Le manque d’actualisation des programmes et techniques d’enseignement de l’anglais est une autre entrave au développement de la langue dans le pays, d’après Flora Stienne pour qui l’apprentissage de cette langue se fait de plus en plus sur des supports nouveaux comme les applications et appareils électroniques.
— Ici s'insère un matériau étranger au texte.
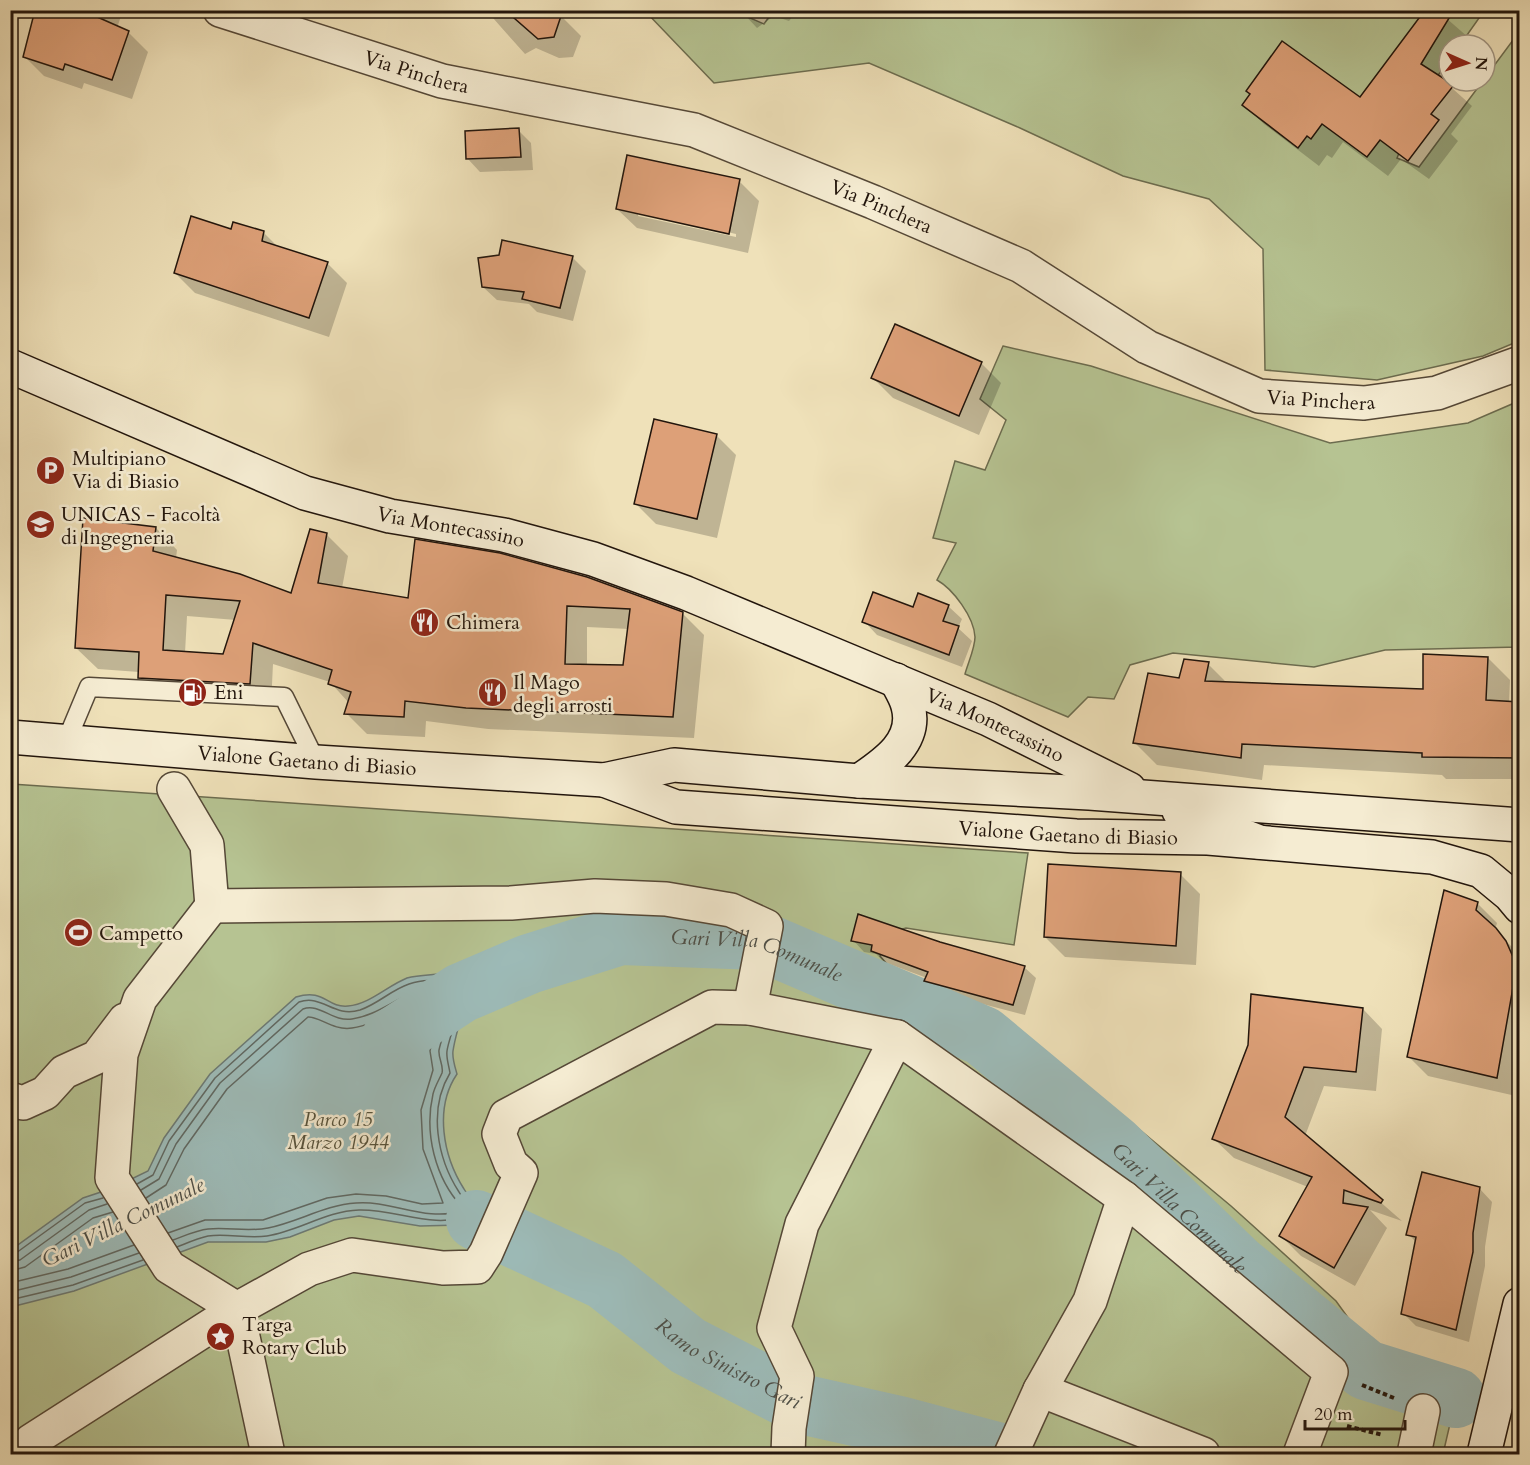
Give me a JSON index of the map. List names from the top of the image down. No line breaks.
{"streets":{"street":["Via Pinchera","Via Montecassino","Vialone Gaetano di Biasio"]},"crossings":[["Via Montecassino","Vialone Gaetano di Biasio"]],"water":["Gari Villa Comunale","Ramo Sinistro Gari"],"parks":["Parco 15 Marzo 1944"],"places":{"parking":["Multipiano Via di Biasio"],"school or university":["UNICAS - Facoltà di Ingegneria"],"restaurant":["Chimera","Il Mago degli arrosti"],"fuel station":["Eni"],"sports":["Campetto"],"place":["Targa Rotary Club"]},"scale_bar":"20 m","north":"right"}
Les écoles de langues privées sont de plus en plus nombreuses mais toutes n’offrent pas une bonne qualité d’enseignement de l’anglais. « Il y a de plus en plus d’écoles de langues ouvertes mais pour quelle qualité ? », s’interroge Mme Stienne constatant que dans nombre de ces écoles, les professeurs n’ont pas le niveau requis pour enseigner. « J’ai vu des écoles avec des professeurs qui ont le niveau A1 ou A2, qui correspondent à un niveau débutant avec lequel on ne peut pas enseigner », déplore-t-elle.

Le français et l’anglais en concurrence directe

La piètre maîtrise de l’anglais par les Algériens est en partie due à la « grande place » qu’occupe la langue française dans le pays, selon la Directrice d’EF Algérie. « Une bonne partie de la population est francophone et les parents transmettent cette langue à leurs enfants », explique-t-elle, rappelant la « nécessité » qu’ont les Algériens de maîtriser le français, notamment dans les universités.

Les places, tout aussi mauvaises, occupées par les pays voisins dans le classement EPI est un argument en faveur de cette hypothèse pour notre interlocutrice qui y voit la manifestation du « même phénomène ». « Ce sont des pays naturellement tournés vers le français et où cette langue prend beaucoup de place alors que l’apprentissage de l’anglais n’y est pas systématique dans le primaire », détaille-t-elle.

Les jeunes et les habitants du sud meilleurs en anglais

Toutefois, « le français perd déjà du terrain au profit des autres langues et à l’avenir les Algériens parleront plus anglais », prédit Flora Stienne, se basant sur son constat concernant les nouvelles générations. Celles-ci sont, d’après elle, « de plus en plus connectées, et de plus en plus en immersion dans le monde anglophone », ce qui en fait de meilleurs locuteurs de l’anglais.

« Les jeunes appartenant à la tranche d’âge 18-25 ans parlent mieux anglais et s’y intéressent plus », avance Mme Stienne. Un constat « personnel » qui a besoin d’être confirmé par des études plus poussées, selon elle.

En plus de ces disparités générationnelles dans la maîtrise de l’anglais par les Algériens, d’autres, géographiques, sont signalées par Mme Stienne. « Les habitants des wilayas du sud parlent mieux anglais car ils sont en contact avec de nombreuses compagnies étrangères, gazières et pétrolières notamment, et qui ont besoin d’anglophones », affirme-t-elle.

Dans ces wilayas, « l’anglais gagne du terrain aux dépens du français », pour la directrice d’EF Algérie qui voit en l’existence d’un « American corner » (Centre culturel américain) une preuve de l’intérêt des habitants de la région pour l’anglais et de la volonté l’ambassade américaine d’y promouvoir cette langue.